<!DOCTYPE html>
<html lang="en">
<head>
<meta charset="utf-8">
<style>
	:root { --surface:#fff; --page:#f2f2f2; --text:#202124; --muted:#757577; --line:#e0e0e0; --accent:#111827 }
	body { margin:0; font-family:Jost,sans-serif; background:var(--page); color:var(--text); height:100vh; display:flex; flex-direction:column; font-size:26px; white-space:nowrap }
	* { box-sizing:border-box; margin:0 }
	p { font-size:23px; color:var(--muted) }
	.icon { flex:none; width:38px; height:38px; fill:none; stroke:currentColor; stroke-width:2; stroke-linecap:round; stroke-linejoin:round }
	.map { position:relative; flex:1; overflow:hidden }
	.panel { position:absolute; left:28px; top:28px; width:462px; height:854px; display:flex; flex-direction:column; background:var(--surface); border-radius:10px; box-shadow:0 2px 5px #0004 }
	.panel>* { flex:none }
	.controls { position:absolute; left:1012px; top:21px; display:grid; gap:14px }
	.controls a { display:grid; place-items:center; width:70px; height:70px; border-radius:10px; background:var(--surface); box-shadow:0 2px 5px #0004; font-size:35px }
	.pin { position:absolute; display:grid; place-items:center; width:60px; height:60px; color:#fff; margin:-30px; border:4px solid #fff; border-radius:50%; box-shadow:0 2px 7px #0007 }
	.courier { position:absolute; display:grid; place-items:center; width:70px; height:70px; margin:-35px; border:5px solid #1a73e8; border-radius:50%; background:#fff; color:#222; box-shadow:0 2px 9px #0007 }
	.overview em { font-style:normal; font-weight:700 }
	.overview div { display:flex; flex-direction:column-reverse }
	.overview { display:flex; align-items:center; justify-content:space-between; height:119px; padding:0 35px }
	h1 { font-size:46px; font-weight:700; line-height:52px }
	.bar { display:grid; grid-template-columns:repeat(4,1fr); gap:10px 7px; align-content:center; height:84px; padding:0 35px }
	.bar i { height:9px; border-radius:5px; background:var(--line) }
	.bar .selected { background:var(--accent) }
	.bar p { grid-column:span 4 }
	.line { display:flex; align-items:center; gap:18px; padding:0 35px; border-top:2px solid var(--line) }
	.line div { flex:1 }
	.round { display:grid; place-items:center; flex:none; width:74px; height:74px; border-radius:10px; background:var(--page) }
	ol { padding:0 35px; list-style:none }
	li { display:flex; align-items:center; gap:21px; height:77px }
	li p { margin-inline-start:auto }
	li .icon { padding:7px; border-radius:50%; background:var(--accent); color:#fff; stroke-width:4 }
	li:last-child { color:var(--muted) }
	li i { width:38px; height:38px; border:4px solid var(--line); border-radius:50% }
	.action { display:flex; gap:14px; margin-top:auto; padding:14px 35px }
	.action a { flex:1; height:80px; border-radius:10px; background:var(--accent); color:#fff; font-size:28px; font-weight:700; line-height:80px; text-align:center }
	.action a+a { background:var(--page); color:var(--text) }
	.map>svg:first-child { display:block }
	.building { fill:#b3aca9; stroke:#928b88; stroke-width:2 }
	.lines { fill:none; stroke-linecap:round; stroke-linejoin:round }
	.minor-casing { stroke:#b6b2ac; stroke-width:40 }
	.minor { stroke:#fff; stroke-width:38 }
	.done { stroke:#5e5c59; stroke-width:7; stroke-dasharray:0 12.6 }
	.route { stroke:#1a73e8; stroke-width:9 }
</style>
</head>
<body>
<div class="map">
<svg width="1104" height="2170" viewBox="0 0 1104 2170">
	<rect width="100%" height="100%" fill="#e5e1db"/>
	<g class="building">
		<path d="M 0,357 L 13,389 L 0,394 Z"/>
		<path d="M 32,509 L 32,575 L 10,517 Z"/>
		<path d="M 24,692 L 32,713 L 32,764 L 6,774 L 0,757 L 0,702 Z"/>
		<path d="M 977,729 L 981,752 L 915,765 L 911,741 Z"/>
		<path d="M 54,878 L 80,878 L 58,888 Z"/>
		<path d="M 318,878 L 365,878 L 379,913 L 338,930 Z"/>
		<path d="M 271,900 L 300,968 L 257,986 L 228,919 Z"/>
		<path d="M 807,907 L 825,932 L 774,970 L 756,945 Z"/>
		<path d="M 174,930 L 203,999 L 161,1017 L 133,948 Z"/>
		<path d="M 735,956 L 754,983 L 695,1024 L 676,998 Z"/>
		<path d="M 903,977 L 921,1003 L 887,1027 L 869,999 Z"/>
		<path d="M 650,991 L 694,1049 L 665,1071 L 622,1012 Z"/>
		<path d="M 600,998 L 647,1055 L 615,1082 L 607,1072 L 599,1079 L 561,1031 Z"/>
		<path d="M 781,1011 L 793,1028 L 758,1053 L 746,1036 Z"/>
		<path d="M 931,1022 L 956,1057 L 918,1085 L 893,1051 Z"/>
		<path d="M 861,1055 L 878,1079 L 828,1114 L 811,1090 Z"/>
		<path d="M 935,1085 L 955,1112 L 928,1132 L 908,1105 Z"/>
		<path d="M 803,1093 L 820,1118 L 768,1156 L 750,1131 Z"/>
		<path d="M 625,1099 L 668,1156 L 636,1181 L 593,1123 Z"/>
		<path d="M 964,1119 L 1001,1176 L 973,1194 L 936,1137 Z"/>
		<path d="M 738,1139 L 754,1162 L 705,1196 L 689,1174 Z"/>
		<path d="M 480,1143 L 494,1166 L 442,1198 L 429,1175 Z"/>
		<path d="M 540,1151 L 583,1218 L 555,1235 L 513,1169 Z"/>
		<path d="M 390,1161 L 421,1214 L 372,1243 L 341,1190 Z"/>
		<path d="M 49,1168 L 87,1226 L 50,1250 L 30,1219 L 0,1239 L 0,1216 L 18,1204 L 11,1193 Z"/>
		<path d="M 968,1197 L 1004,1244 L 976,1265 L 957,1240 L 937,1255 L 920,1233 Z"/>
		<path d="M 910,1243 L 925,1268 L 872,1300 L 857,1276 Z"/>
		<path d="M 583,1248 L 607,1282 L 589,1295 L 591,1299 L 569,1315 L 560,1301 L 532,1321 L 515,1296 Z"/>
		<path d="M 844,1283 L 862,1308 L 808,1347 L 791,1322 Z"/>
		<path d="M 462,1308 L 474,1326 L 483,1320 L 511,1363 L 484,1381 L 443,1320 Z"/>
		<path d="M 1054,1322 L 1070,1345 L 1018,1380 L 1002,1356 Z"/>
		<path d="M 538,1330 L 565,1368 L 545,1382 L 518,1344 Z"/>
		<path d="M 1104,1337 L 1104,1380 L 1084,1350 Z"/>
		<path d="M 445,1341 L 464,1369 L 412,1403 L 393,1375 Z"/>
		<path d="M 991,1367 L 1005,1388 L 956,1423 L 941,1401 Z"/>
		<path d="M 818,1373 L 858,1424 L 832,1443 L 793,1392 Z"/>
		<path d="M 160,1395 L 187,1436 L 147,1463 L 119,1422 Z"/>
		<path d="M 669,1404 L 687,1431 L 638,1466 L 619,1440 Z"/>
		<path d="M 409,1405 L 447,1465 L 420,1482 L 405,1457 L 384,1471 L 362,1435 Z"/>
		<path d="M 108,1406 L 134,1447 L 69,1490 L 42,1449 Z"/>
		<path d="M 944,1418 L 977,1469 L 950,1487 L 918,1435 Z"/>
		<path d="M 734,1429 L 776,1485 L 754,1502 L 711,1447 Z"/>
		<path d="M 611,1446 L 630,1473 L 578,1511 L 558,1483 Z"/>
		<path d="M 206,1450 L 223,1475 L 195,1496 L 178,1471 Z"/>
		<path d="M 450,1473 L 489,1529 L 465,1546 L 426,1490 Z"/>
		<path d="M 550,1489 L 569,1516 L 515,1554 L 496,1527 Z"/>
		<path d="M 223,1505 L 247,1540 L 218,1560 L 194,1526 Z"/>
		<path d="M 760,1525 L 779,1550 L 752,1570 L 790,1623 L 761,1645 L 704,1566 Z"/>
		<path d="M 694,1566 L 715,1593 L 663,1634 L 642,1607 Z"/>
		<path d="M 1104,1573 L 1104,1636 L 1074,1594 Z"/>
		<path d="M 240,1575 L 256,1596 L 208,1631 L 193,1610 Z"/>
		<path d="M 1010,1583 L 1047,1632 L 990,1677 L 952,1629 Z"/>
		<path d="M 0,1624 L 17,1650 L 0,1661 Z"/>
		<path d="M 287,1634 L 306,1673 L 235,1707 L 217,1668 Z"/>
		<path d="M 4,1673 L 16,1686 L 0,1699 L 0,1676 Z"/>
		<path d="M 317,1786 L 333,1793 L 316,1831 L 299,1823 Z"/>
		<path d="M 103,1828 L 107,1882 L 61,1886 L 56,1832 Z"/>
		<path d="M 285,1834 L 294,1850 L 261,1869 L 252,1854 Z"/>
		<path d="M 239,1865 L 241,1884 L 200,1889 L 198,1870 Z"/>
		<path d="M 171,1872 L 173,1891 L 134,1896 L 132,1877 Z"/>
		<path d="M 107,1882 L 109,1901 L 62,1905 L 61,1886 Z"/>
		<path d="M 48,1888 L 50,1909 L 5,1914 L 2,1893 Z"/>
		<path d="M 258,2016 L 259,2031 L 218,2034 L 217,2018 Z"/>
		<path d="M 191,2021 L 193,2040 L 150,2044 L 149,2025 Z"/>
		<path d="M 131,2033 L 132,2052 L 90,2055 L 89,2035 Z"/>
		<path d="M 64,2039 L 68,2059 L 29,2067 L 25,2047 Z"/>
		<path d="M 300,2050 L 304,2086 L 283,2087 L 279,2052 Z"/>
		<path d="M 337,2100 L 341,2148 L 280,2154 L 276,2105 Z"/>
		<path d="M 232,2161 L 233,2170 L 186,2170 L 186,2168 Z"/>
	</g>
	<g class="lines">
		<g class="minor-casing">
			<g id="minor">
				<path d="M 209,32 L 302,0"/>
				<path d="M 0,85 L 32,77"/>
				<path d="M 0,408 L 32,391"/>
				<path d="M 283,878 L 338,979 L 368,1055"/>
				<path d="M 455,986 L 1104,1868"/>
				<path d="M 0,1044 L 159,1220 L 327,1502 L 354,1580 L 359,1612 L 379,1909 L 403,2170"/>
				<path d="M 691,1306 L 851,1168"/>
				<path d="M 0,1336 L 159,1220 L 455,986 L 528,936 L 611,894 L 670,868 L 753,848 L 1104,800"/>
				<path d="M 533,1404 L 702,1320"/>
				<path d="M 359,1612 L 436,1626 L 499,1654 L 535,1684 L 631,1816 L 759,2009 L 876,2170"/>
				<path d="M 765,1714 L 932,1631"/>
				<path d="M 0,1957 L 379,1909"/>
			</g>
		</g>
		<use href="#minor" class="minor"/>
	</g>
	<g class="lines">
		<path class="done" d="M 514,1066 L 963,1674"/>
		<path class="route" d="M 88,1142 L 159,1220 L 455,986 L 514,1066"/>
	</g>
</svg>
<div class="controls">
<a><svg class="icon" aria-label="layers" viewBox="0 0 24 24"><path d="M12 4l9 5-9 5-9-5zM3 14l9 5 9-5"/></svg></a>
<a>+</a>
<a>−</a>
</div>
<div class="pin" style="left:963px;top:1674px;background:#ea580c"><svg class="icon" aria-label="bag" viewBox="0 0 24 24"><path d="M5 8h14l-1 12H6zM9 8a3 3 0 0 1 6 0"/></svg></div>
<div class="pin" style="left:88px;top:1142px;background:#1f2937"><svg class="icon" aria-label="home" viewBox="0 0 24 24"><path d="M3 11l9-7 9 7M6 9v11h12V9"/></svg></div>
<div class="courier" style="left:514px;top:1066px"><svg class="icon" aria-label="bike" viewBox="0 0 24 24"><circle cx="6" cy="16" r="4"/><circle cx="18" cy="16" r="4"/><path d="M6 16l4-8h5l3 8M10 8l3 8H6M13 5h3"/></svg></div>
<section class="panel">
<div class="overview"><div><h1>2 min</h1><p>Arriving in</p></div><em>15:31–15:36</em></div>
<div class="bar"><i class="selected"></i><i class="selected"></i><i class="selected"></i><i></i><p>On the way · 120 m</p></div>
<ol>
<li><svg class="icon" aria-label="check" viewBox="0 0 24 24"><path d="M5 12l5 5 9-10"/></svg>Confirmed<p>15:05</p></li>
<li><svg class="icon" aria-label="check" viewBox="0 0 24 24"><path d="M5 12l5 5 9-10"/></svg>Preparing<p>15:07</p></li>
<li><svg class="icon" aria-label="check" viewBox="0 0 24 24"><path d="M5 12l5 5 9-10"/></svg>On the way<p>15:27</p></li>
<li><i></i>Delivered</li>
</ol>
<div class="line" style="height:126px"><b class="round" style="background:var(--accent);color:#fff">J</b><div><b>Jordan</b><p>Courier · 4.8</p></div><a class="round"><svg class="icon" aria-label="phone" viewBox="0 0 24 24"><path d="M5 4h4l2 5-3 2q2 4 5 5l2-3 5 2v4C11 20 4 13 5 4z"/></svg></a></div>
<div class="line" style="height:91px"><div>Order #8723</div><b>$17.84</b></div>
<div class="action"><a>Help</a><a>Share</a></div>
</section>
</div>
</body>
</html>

* [Problem requirements]
Restate word for word the lines of the data above, starting at the line containing "position:relative; flex:1; overflow:hidden" and ending at the line containing "width:70px; height:70px; border-radius:10px;", both included, and nothing more.

* [Written solution]
	.map { position:relative; flex:1; overflow:hidden }
	.panel { position:absolute; left:28px; top:28px; width:462px; height:854px; display:flex; flex-direction:column; background:var(--surface); border-radius:10px; box-shadow:0 2px 5px #0004 }
	.panel>* { flex:none }
	.controls { position:absolute; left:1012px; top:21px; display:grid; gap:14px }
	.controls a { display:grid; place-items:center; width:70px; height:70px; border-radius:10px; background:var(--surface); box-shadow:0 2px 5px #0004; font-size:35px }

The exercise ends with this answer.